Exercise prompt.
Go through the lines below. Copy those with "margin".

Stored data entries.
========
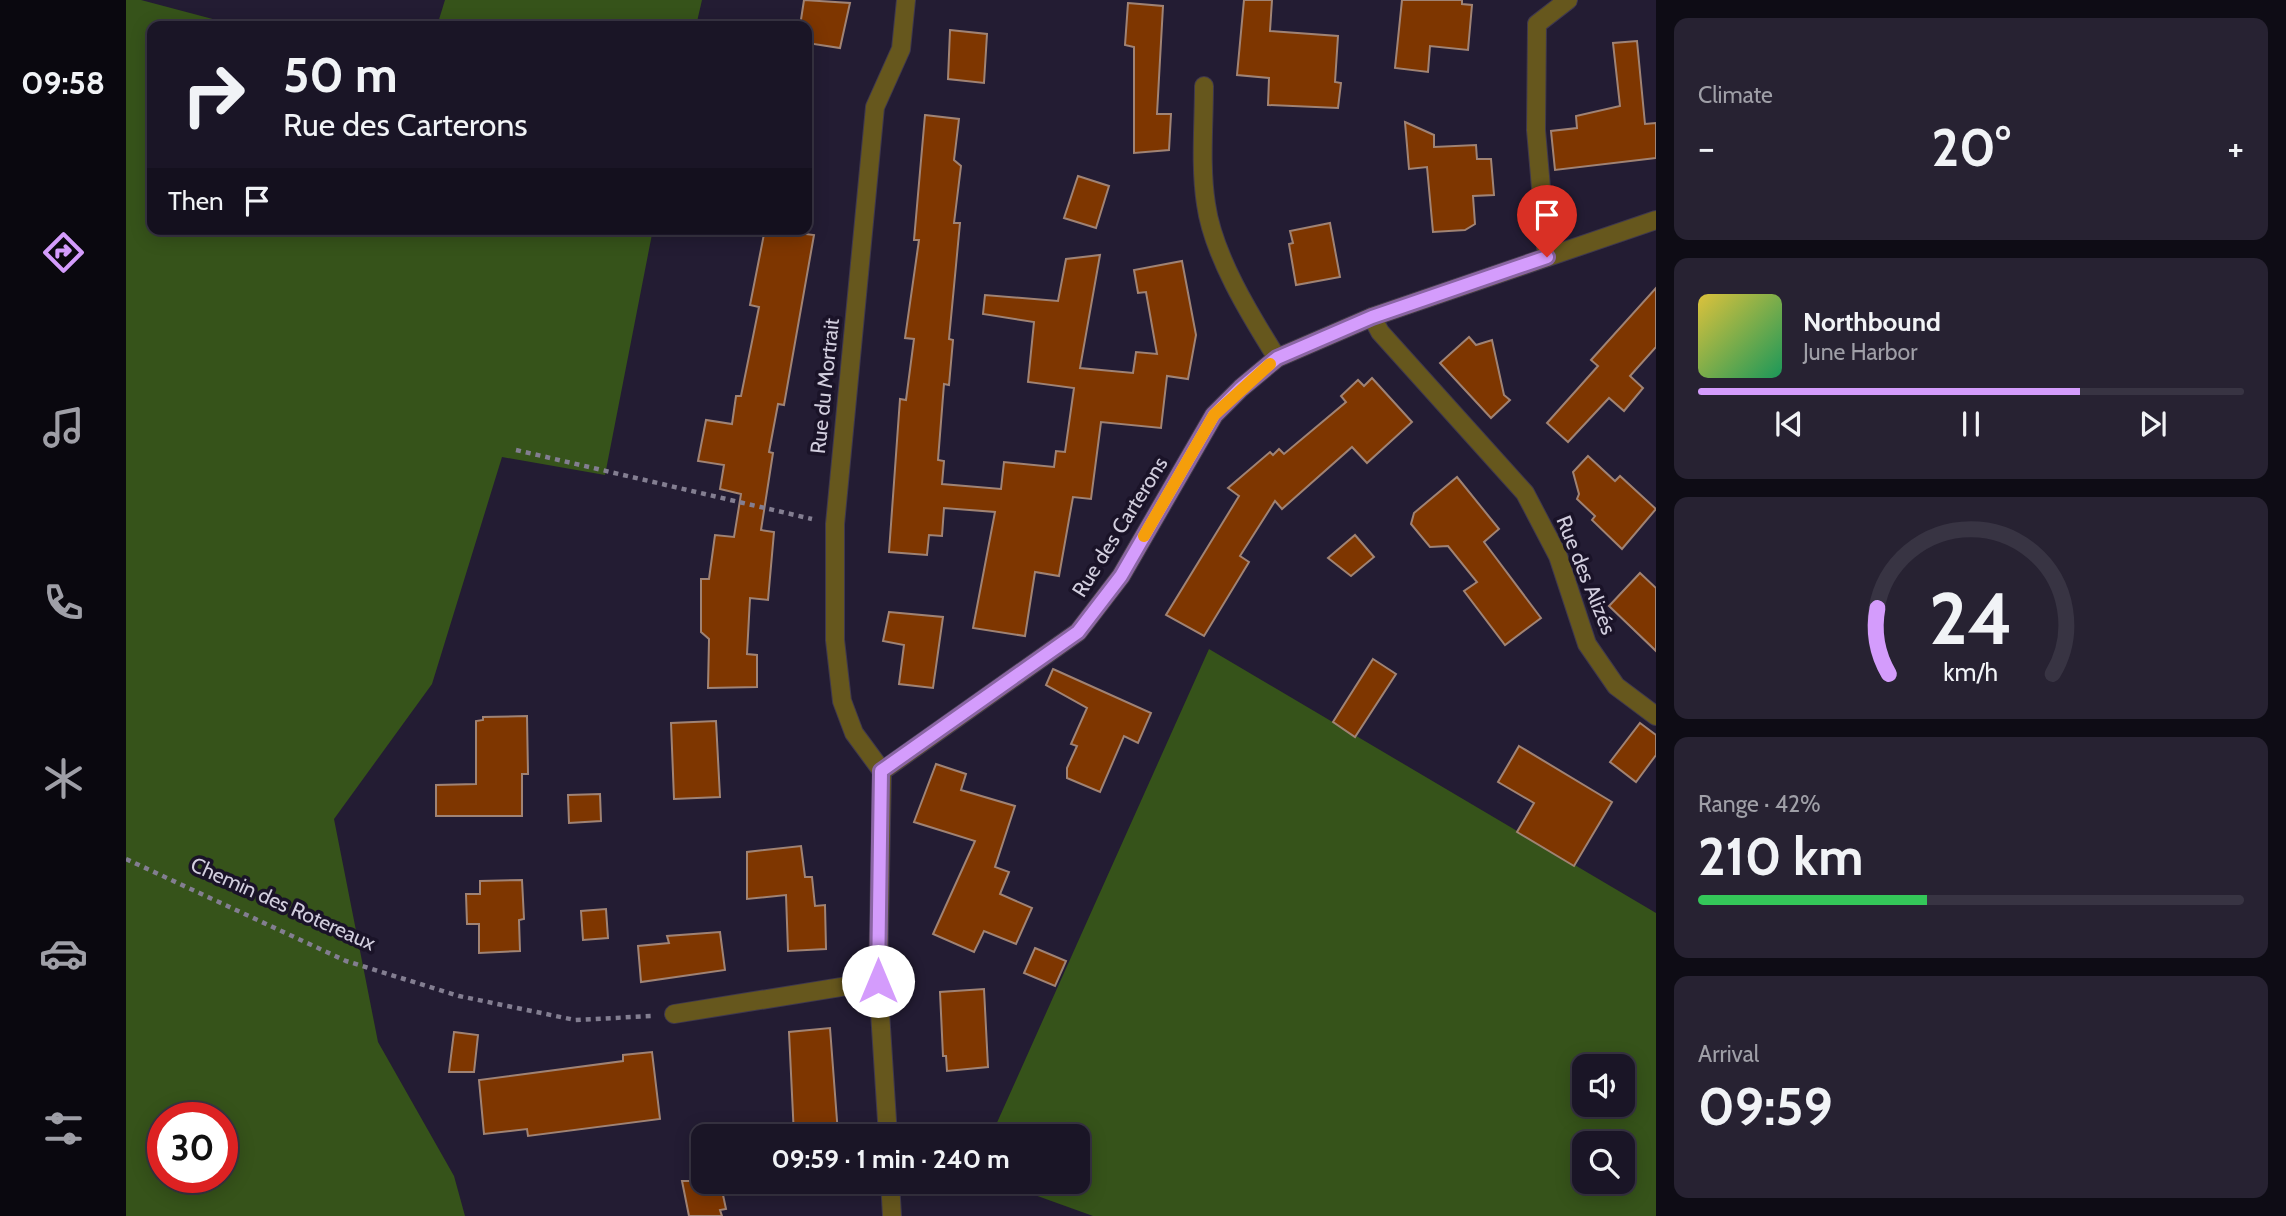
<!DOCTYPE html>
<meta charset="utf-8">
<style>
:root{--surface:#1a1526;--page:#272232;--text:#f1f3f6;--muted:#9f9fa7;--line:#383443;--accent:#d49cfc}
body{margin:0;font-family:Cabin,sans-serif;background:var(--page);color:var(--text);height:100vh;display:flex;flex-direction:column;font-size:26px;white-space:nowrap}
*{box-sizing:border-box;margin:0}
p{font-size:23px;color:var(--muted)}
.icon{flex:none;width:38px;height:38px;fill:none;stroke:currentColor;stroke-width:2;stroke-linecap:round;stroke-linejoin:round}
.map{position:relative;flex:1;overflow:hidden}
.sheet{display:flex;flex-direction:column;gap:18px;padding:18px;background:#0e0c15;width:630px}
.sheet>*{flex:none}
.guide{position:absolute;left:21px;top:21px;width:665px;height:214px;border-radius:14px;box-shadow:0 4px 18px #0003,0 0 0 2px var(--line);background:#1a1526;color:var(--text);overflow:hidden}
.tools{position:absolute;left:1446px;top:1054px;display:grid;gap:14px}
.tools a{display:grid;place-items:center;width:63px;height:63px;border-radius:14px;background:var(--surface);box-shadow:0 4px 18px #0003,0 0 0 2px var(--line);font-size:35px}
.speed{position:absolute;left:21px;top:1102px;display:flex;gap:14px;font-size:35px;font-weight:700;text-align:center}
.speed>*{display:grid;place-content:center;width:91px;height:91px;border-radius:50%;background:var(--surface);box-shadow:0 4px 18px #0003,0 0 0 2px var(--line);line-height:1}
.speed .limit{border:10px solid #d22;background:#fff;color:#111}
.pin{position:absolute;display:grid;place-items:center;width:60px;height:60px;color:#fff;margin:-72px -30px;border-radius:50% 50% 50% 0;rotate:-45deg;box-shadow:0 0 7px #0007}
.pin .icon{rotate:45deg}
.me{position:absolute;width:77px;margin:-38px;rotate:0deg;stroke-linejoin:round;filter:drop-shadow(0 0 5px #0008)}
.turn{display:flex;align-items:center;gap:24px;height:147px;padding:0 21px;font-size:32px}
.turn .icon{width:91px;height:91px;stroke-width:2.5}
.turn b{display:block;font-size:49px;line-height:60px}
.then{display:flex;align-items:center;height:66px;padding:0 21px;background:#0003;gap:14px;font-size:26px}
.big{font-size:52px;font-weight:700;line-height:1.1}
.sheet .widget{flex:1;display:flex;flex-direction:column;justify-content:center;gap:10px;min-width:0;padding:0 24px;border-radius:14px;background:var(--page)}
.sheet .dial{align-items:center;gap:0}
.dial svg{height:182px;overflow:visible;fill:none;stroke:var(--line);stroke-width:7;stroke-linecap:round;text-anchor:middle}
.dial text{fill:var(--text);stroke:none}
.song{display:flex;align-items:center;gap:21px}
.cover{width:84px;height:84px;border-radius:10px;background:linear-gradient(135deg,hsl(50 70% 55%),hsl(150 70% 35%))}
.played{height:7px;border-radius:4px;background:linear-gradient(90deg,var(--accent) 70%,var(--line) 70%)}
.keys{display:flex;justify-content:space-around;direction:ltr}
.heat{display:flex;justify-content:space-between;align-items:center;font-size:38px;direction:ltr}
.charge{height:10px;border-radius:5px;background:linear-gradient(90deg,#34c759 42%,var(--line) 0)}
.trip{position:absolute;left:565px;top:1124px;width:399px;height:70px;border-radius:14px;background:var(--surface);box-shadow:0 4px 18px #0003,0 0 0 2px var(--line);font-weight:700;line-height:70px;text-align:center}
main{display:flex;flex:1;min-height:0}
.dock{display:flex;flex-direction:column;width:126px;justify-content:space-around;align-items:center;background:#0a080f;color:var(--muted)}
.dock .icon{width:49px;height:49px}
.dock .active{color:var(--accent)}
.dock b{font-size:32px;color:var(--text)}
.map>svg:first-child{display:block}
</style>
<main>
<nav class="dock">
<b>09:58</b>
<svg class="icon active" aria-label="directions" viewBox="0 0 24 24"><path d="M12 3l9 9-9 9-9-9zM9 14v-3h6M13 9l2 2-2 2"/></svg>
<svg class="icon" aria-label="music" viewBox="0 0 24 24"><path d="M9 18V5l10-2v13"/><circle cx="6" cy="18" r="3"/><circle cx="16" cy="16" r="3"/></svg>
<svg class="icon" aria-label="phone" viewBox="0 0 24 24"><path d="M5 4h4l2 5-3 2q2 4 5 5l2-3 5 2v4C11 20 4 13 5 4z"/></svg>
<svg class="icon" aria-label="climate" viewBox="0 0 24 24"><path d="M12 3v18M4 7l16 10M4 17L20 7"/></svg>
<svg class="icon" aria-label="car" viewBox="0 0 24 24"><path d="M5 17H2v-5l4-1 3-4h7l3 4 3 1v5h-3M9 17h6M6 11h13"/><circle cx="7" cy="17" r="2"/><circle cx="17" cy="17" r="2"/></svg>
<svg class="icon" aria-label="filters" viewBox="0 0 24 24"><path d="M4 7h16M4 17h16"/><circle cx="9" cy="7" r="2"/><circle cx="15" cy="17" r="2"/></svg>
</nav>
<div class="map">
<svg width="1530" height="1216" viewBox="0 0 1530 1216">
<rect width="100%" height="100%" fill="#231c33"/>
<!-- green -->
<g fill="#36531a" fill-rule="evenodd">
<path d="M 0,0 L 15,0 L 113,26 L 26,26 L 26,229 L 527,229 L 479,475 L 376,457 L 306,684 L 208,819 L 252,1042 L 328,1176 L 339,1216 L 0,1216 ZM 37,1118 L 96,1118 L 96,1178 L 37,1178 Z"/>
<path d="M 319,0 L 576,0 L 570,26 L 311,26 Z"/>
<path d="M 1083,649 L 1530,913 L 1530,1216 L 967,1216 L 870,1181 L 952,1181 L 952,1136 L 865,1136 ZM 1458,1066 L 1496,1066 L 1496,1104 L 1458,1104 ZM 1458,1143 L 1496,1143 L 1496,1181 L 1458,1181 Z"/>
</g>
<!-- building -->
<g fill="#7e3600" stroke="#a08374" stroke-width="2">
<path d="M 678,0 L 724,3 L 714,48 L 681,43 L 681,26 L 674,26 Z"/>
<path d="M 1118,0 L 1146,0 L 1144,31 L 1212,36 L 1209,82 L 1215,83 L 1212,108 L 1142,105 L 1143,78 L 1111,75 Z"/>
<path d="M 1276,0 L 1336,0 L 1336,4 L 1346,5 L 1342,50 L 1304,46 L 1302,72 L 1269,68 Z"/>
<path d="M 1002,3 L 1037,6 L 1031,114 L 1045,114 L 1043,150 L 1008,153 L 1008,47 L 999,45 Z"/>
<path d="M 824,30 L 861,34 L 858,83 L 822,79 Z"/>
<path d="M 1511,41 L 1519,124 L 1530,123 L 1530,158 L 1429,170 L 1425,131 L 1451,128 L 1450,116 L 1494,106 L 1487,43 Z"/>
<path d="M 799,115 L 833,119 L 828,160 L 835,166 L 828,223 L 834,223 L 823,339 L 827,340 L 823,385 L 818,384 L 812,460 L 818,461 L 816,484 L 875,489 L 878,462 L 928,467 L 930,451 L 939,452 L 948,388 L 902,382 L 908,322 L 857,314 L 859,295 L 932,301 L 940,259 L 974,255 L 954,368 L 1007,373 L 1010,352 L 1031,354 L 1020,292 L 1012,293 L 1008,270 L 1056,261 L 1070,335 L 1062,379 L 1041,376 L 1035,428 L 975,422 L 965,499 L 947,497 L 933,576 L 909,572 L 899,636 L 847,628 L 869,512 L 818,508 L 816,536 L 803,535 L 801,555 L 763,552 L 774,399 L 780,400 L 788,339 L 779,338 L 793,240 L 788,240 Z"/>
<path d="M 1279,122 L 1308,135 L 1308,147 L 1350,145 L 1351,159 L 1365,159 L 1368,195 L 1347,196 L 1349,224 L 1339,230 L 1307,232 L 1301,167 L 1283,169 Z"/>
<path d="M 952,176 L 983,186 L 970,228 L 938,218 Z"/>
<path d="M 1204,223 L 1214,277 L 1170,285 L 1163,244 L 1167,243 L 1164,231 Z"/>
<path d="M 639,229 L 688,235 L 658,405 L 652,404 L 643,452 L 647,453 L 635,530 L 648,532 L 642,600 L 624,598 L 621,654 L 631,655 L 631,687 L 582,688 L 583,639 L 575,632 L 575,579 L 583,579 L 589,535 L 608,537 L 615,494 L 594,489 L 598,465 L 572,461 L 580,420 L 606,424 L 610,396 L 615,396 L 633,307 L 624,305 Z"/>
<path d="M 1530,288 L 1530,347 L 1504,376 L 1517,388 L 1498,411 L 1483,398 L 1442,442 L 1421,423 L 1472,366 L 1465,360 Z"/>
<path d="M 1343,337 L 1350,345 L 1366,340 L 1378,395 L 1384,400 L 1365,418 L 1314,363 Z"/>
<path d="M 1246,378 L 1286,422 L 1241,463 L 1226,447 L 1156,509 L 1149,501 L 1114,556 L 1123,562 L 1078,636 L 1040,615 L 1113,496 L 1102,488 L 1144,452 L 1147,455 L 1153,449 L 1158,454 L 1220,402 L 1215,396 L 1232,380 L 1238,386 Z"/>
<path d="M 1462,456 L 1489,481 L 1494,476 L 1530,509 L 1496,549 L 1466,520 L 1469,516 L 1451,499 L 1453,494 L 1447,472 Z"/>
<path d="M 1331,477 L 1373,529 L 1358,542 L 1415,618 L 1379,645 L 1338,591 L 1351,582 L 1322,546 L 1304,547 L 1285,524 L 1288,513 Z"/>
<path d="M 1229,535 L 1248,557 L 1225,576 L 1202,558 Z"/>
<path d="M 1514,573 L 1530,588 L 1530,651 L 1483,606 Z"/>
<path d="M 763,612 L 817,617 L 807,688 L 773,684 L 778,645 L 757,641 Z"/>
<path d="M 1247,659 L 1270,674 L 1229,737 L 1207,722 Z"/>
<path d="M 927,669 L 1025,713 L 1012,743 L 998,736 L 974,792 L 941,778 L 941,768 L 951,746 L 945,744 L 961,708 L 920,685 Z"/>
<path d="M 401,716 L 402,774 L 396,774 L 396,816 L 310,816 L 310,785 L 350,784 L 350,721 L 357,720 L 357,717 Z"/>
<path d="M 590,721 L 594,797 L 548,799 L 545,723 Z"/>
<path d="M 1514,723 L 1530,735 L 1530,755 L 1510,782 L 1484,762 Z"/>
<path d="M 1393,746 L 1486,802 L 1448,866 L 1391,832 L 1408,803 L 1372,782 Z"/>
<path d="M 810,764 L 840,774 L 835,790 L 889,806 L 869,867 L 883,872 L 874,894 L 906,908 L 890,944 L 858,931 L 848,952 L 807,934 L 849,841 L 788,822 Z"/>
<path d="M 474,794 L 475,821 L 443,823 L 442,795 Z"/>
<path d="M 675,846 L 679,877 L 686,877 L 689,906 L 699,905 L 700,949 L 662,951 L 660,895 L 621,899 L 621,852 Z"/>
<path d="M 396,880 L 398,919 L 393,920 L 394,951 L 353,953 L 353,924 L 341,924 L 340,894 L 354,894 L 354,881 Z"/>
<path d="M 480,909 L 482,938 L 457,940 L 455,911 Z"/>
<path d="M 594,932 L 599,970 L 515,982 L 512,946 L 543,943 L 541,936 Z"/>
<path d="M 909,948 L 940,961 L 929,986 L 898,973 Z"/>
<path d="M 858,989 L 862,1067 L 821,1071 L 820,1056 L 817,1056 L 814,992 Z"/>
<path d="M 704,1028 L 712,1134 L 668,1136 L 663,1032 Z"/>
<path d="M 328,1032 L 352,1035 L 348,1072 L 323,1072 Z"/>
<path d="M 526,1052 L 534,1119 L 402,1136 L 401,1129 L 358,1134 L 353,1080 L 497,1061 L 497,1055 Z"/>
<path d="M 556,1181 L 594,1181 L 600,1209 L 594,1210 L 596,1216 L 563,1216 Z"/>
</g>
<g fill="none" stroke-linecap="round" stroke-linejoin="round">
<defs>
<g id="lane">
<path d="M 1078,86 C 1078,124 1074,166 1080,204 C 1087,255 1124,315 1151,358"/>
<path d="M 1421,257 L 1410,130 L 1411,24 L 1442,0"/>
<path d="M 548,1014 L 752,981"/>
</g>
<g id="street">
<path d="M 1246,317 L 1254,332 L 1399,493 L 1432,556 L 1461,644 L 1490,686 L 1530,716"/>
<path d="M 756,771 L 728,733 L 716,701 L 709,640 L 709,524 L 749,107 L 775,49 L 780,0"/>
<path d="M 762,1136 L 752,981 L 756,771 L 952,632 L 995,576 L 1088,415 L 1115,388 L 1151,358 L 1246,317 L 1530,220"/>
<path d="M 764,1181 L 766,1216"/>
</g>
</defs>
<!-- lane casing -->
<use href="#lane" stroke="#3f384e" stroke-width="20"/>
<!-- street casing -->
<use href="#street" stroke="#3f384e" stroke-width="20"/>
<!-- path -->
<g stroke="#837e91" stroke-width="4.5" stroke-dasharray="5 5" stroke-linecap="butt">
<path d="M 390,450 L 686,519"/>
<path d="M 0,859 L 220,961 L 333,996 L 449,1020 L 526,1016"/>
</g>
<!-- lane -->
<use href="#lane" stroke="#66571d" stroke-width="18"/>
<!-- street -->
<use href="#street" stroke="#66571d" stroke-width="18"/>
</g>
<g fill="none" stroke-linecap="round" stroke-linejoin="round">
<defs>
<path id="route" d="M 752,981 L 755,771 L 952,632 L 995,576 L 1088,415 L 1115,388 L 1151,358 L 1246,317 L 1421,257"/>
</defs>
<!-- route casing -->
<use href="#route" stroke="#8a65a4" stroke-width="18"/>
<!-- route -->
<use href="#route" stroke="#d49cfc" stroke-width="12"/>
<!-- slow -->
<path stroke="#f59e0b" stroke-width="12" d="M 1018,536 L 1088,415 L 1144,364"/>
</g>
<g text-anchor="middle" stroke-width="7" stroke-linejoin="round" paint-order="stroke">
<!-- street labels -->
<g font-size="21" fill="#d2cede" stroke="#1a1328">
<text transform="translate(699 386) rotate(-84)" y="7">Rue du Mortrait</text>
<text transform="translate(994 527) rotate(-58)" y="7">Rue des Carterons</text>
<text transform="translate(1460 575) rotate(68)" y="7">Rue des Alizés</text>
<text transform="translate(157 904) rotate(24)" y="7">Chemin des Rotereaux</text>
</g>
</g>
</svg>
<div class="tools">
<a><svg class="icon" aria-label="sound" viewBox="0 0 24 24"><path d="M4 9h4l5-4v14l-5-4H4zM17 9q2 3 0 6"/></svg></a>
<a><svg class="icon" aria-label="search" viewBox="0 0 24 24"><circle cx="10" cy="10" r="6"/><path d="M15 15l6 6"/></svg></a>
</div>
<div class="speed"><div class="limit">30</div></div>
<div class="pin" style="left:1421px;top:257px;background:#d93025"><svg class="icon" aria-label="arrive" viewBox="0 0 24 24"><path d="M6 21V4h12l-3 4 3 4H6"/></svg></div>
<svg class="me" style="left:752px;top:981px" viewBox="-20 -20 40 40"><circle r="19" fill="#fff"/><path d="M0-13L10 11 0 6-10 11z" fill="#d49cfc"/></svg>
<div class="trip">09:59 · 1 min · 240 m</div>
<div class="guide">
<div class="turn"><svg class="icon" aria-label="right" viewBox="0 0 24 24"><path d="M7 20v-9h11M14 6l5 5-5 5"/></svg><div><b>50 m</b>Rue des Carterons</div></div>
<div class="then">Then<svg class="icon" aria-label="arrive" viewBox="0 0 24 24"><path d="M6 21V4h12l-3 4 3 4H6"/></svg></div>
</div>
</div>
<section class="sheet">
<div class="widget"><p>Climate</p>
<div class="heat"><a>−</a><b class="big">20°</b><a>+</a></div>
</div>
<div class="widget">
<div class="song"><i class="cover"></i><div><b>Northbound</b><p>June Harbor</p></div></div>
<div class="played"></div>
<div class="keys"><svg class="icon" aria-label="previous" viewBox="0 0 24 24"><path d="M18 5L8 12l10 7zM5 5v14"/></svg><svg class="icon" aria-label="pause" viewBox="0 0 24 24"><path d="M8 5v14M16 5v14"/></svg><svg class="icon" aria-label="next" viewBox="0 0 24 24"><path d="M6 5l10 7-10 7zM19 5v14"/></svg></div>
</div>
<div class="widget dial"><svg viewBox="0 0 100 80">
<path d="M14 69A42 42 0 1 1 86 69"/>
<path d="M14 69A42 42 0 0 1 9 40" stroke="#d49cfc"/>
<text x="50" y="56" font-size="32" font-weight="700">24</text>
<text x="50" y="72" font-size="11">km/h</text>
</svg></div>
<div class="widget"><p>Range · 42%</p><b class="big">210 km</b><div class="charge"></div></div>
<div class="widget"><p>Arrival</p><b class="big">09:59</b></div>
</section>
</main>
========
Written response.
body{margin:0;font-family:Cabin,sans-serif;background:var(--page);color:var(--text);height:100vh;display:flex;flex-direction:column;font-size:26px;white-space:nowrap}
*{box-sizing:border-box;margin:0}
.pin{position:absolute;display:grid;place-items:center;width:60px;height:60px;color:#fff;margin:-72px -30px;border-radius:50% 50% 50% 0;rotate:-45deg;box-shadow:0 0 7px #0007}
.me{position:absolute;width:77px;margin:-38px;rotate:0deg;stroke-linejoin:round;filter:drop-shadow(0 0 5px #0008)}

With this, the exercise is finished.